> _Requirement_
State only how many lines below include the string "center".

----- The records -----

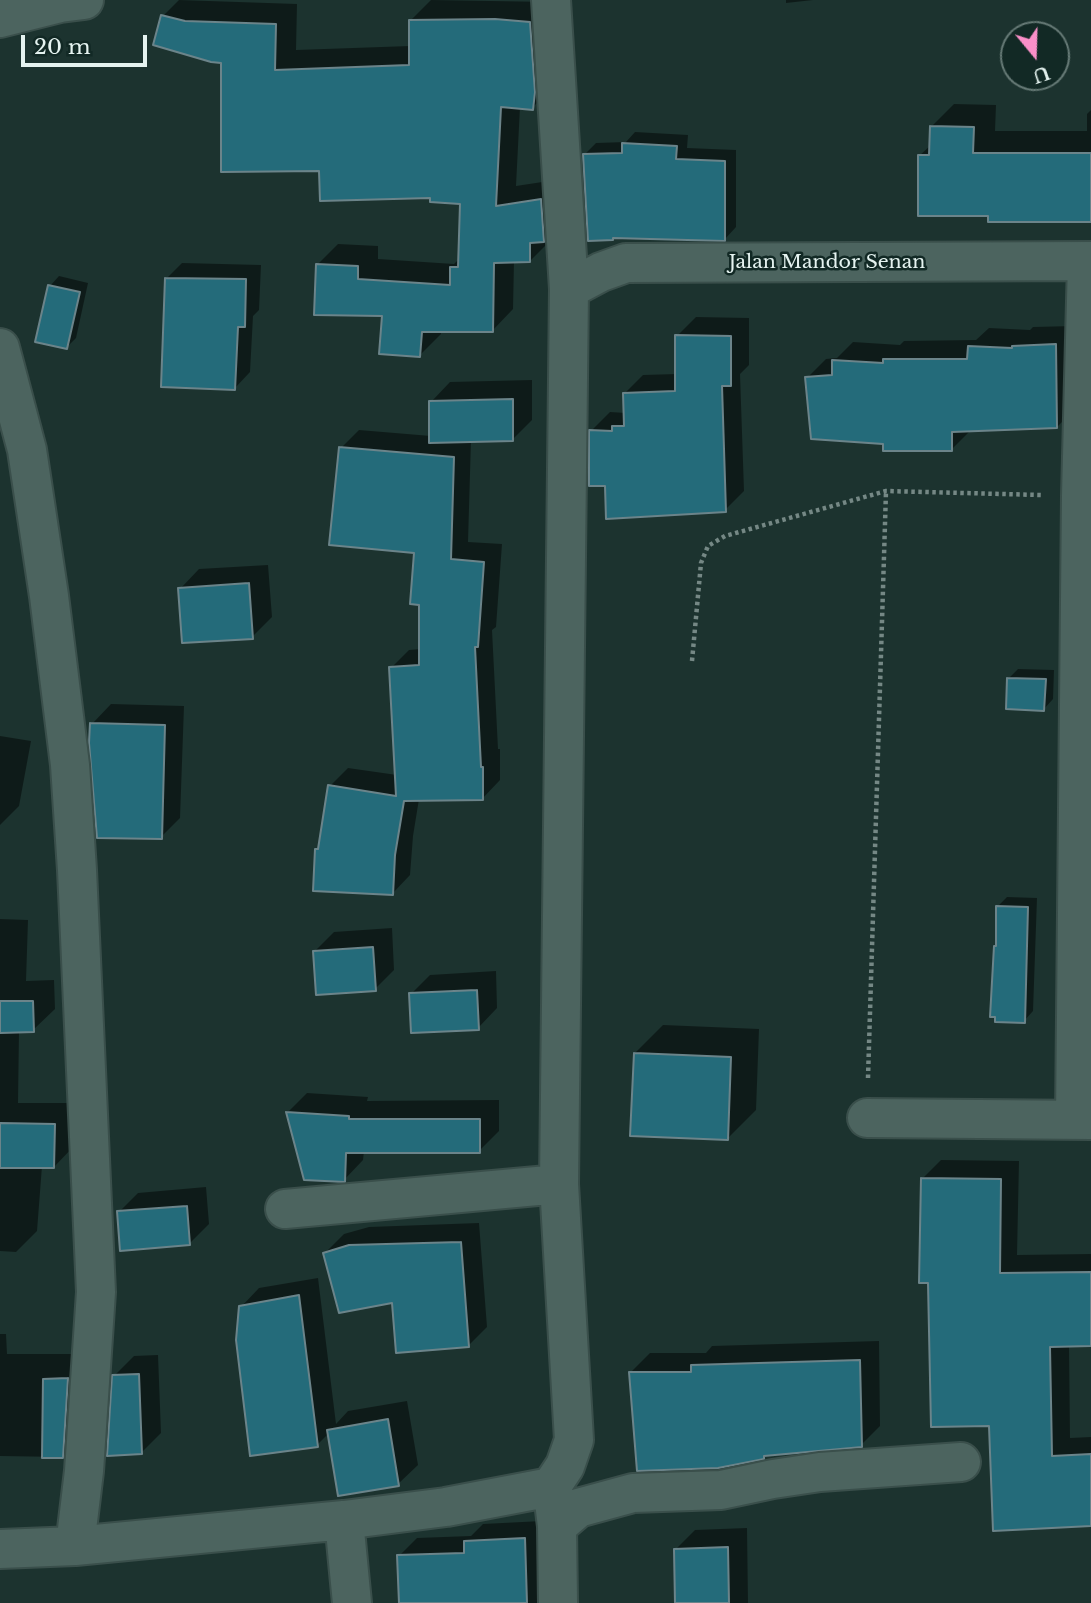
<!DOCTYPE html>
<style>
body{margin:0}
#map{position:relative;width:1091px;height:1603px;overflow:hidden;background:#1c332f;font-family:"Libre Baskerville",serif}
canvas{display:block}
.north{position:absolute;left:1000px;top:21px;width:70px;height:70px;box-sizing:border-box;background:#122925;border:2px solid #667a76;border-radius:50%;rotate:161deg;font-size:19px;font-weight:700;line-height:28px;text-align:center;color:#e5f3f0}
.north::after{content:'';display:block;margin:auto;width:24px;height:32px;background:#fa8fc8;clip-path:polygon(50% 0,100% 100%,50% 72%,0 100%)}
.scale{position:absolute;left:21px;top:35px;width:126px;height:32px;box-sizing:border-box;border:4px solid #e5f3f0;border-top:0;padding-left:9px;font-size:21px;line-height:24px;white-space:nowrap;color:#e5f3f0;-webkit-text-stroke:5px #122925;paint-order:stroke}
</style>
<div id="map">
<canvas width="1091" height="1603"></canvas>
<div class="north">U</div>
<div class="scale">20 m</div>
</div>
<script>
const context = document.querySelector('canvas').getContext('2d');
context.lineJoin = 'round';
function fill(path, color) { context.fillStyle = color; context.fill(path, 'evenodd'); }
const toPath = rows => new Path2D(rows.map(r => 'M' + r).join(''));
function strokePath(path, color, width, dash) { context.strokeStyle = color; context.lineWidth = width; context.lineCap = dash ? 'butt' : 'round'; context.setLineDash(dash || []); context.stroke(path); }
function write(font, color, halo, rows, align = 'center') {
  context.font = font + ' "Libre Baskerville",serif'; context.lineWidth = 5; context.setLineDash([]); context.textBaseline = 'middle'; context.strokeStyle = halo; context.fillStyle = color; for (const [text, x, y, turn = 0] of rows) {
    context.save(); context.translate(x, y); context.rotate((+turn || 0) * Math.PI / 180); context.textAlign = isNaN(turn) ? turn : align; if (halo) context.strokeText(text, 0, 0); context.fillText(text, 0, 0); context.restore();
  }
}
const shadow = toPath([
 [179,0,297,4,296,50,410,46,410,21,431,0,551,2,553,87,532,108,520,107,516,186,562,179,551,240,530,261,514,261,513,309,493,330,441,330,441,334,420,355,384,315,317,265,338,244,378,246,378,259,454,264,460,258,462,202,321,170,223,61,163,16],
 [786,0,813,0,786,3],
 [954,104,996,105,995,131,1087,131,1087,114,1091,110,1091,219,989,214,919,156,931,145,931,127],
 [635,132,688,135,687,148,736,150,736,227,725,239,615,236,613,239,584,155,596,143,626,142],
 [182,263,261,265,259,310,253,316,250,372,235,388,166,279],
 [59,276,88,283,76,338,67,347,50,286],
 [696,317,749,318,749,365,740,374,744,491,725,510,606,484,591,431,610,412,626,413,625,393,643,375,677,374,677,336],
 [1074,326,1076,408,1057,427,971,430,952,449,885,443,807,378,826,359,837,358,853,342,900,345,904,341,976,340,989,328,1030,330,1033,327],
 [532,380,532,420,513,439,471,440,468,542,502,544,496,627,492,630,498,749,500,749,500,780,482,799,419,799,413,836,410,875,392,894,317,850,320,847,330,786,348,768,397,775,391,668,409,650,421,649,420,603,416,552,341,448,359,430,431,436,431,402,450,382],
 [268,565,272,617,252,637,180,589,199,569],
 [1018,669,1054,670,1053,699,1044,709,1008,679],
 [111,704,184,706,180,818,161,837,92,724],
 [0,736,31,741,19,806,0,825],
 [1007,897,1037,898,1033,1011,1024,1021,997,945,998,906],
 [0,919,28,920,26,981,54,980,55,1009,33,1030,19,1031,18,1103,75,1103,75,1145,54,1167,42,1166,37,1231,16,1252,0,1251],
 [392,928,394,970,375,989,315,951,334,932],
 [496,971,497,1008,478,1028,411,994,430,975],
 [663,1025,759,1029,756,1110,728,1138,635,1053],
 [307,1093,368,1097,367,1101,499,1100,499,1131,479,1151,364,1151,363,1160,344,1180,288,1112],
 [941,1160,1019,1161,1017,1255,1091,1254,1091,1345,1069,1345,1070,1438,1091,1437,1091,1525,991,1424,930,1281,922,1179],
 [206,1187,209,1224,190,1243,119,1212,138,1193],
 [479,1223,487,1327,468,1346,394,1301,325,1253,344,1234,369,1227],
 [318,1278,336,1424,348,1411,407,1401,418,1465,398,1484,329,1433,317,1445,241,1307,259,1288],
 [0,1334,6,1334,7,1354,89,1354,84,1435,62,1457,0,1456],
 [879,1341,880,1426,861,1445,766,1454,763,1457,630,1373,650,1353,706,1353,712,1346],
 [158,1355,161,1433,142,1452,114,1376,134,1356],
 [542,1521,545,1603,401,1603,399,1556,417,1538,471,1536,483,1524],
 [747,1528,748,1603,677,1603,676,1549,695,1530]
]);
const building = toPath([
 [161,15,185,21,276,24,275,70,409,65,409,20,495,19,530,22,535,92,533,110,501,107,496,206,541,199,544,242,530,243,530,262,494,263,493,332,422,332,420,357,379,354,382,316,314,315,316,264,358,266,358,279,450,285,450,267,458,267,460,204,430,202,430,198,320,201,319,171,221,172,221,63,211,62,153,45,161,15],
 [930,126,974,127,973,153,1091,153,1091,222,988,222,988,216,918,216,918,155,929,155,930,126],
 [622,143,677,146,676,159,725,161,725,241,613,238,613,240,588,241,583,154,622,153,622,143],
 [165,278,246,279,245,327,238,327,235,390,161,387,165,278],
 [48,285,80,292,67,349,35,342,48,285],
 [675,335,731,336,731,386,722,386,726,512,606,519,605,486,589,486,589,430,612,431,612,426,624,426,623,393,675,391,675,335],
 [1056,344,1057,428,952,432,952,451,883,451,883,444,811,439,805,377,832,375,832,360,883,363,883,359,967,359,968,346,1012,348,1012,346,1056,344],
 [513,399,513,441,429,443,429,401,513,399],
 [339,447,454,457,451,559,484,562,478,647,475,647,481,767,483,767,483,800,404,801,395,855,393,895,313,891,315,849,318,849,328,785,396,796,389,667,419,665,419,605,410,604,414,553,329,545,339,447],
 [249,583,253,639,182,643,178,588,249,583],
 [1007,678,1046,679,1044,711,1006,709,1007,678],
 [90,723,165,725,162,839,97,838,89,743,90,723],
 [996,906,1028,907,1025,1023,995,1022,995,1017,990,1017,994,946,996,946,996,906],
 [373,947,376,991,316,995,313,951,373,947],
 [477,990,479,1030,411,1033,409,993,477,990],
 [0,1001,33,1001,34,1032,0,1033,0,1001],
 [634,1053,731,1057,728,1140,630,1136,634,1053],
 [286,1112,349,1116,349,1119,480,1119,480,1153,346,1153,345,1182,304,1180,286,1112],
 [0,1123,55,1124,54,1168,0,1168,0,1123],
 [921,1178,1001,1179,1000,1273,1091,1272,1091,1346,1050,1347,1052,1456,1091,1454,1091,1526,993,1531,989,1426,931,1427,928,1283,919,1283,921,1178],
 [187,1206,190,1245,120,1251,117,1211,187,1206],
 [461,1242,469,1347,396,1353,392,1303,339,1313,323,1253,349,1245,461,1242],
 [299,1295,318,1447,250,1456,236,1340,239,1306,299,1295],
 [860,1360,862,1447,764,1456,764,1459,718,1468,637,1471,629,1372,691,1372,691,1365,860,1360],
 [139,1374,142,1454,107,1456,112,1375,139,1374],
 [68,1378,63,1458,42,1458,43,1379,68,1378],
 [388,1419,399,1486,338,1496,327,1430,388,1419],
 [525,1538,527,1603,399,1603,397,1555,464,1553,464,1541,525,1538],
 [728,1547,729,1603,675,1603,674,1549,728,1547]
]);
const path = toPath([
 [692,661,701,563,708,546,725,536,886,491,1041,495],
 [868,1078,886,491]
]);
const minor = toPath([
 [0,18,60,3,84,0],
 [569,289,601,272,626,263,1091,261],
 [0,348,27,450,49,596,70,765,77,870,96,1292,84,1471,75,1546],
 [867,1118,1091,1120],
 [1075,1120,1081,496,1087,262],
 [285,1209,559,1184],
 [554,1502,557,1526,558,1603],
 [344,1520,352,1603],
 [557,1526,578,1508,633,1493,721,1490,773,1479,820,1472,961,1462],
 [0,1549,75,1546,344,1520,446,1507,551,1487,565,1466,574,1440,559,1184,569,289,551,0]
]);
const streetNames = [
 ["Jalan Mandor Senan",827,263]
];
fill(shadow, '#0007');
fill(building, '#246b7a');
strokePath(building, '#6b848a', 2);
strokePath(minor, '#3a4f4b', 42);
strokePath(path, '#758885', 4.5, [3.5, 3.5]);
strokePath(minor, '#4c645f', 38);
write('19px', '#e5f3f0', '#122925', streetNames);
</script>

-----

> _Answer for the task_
2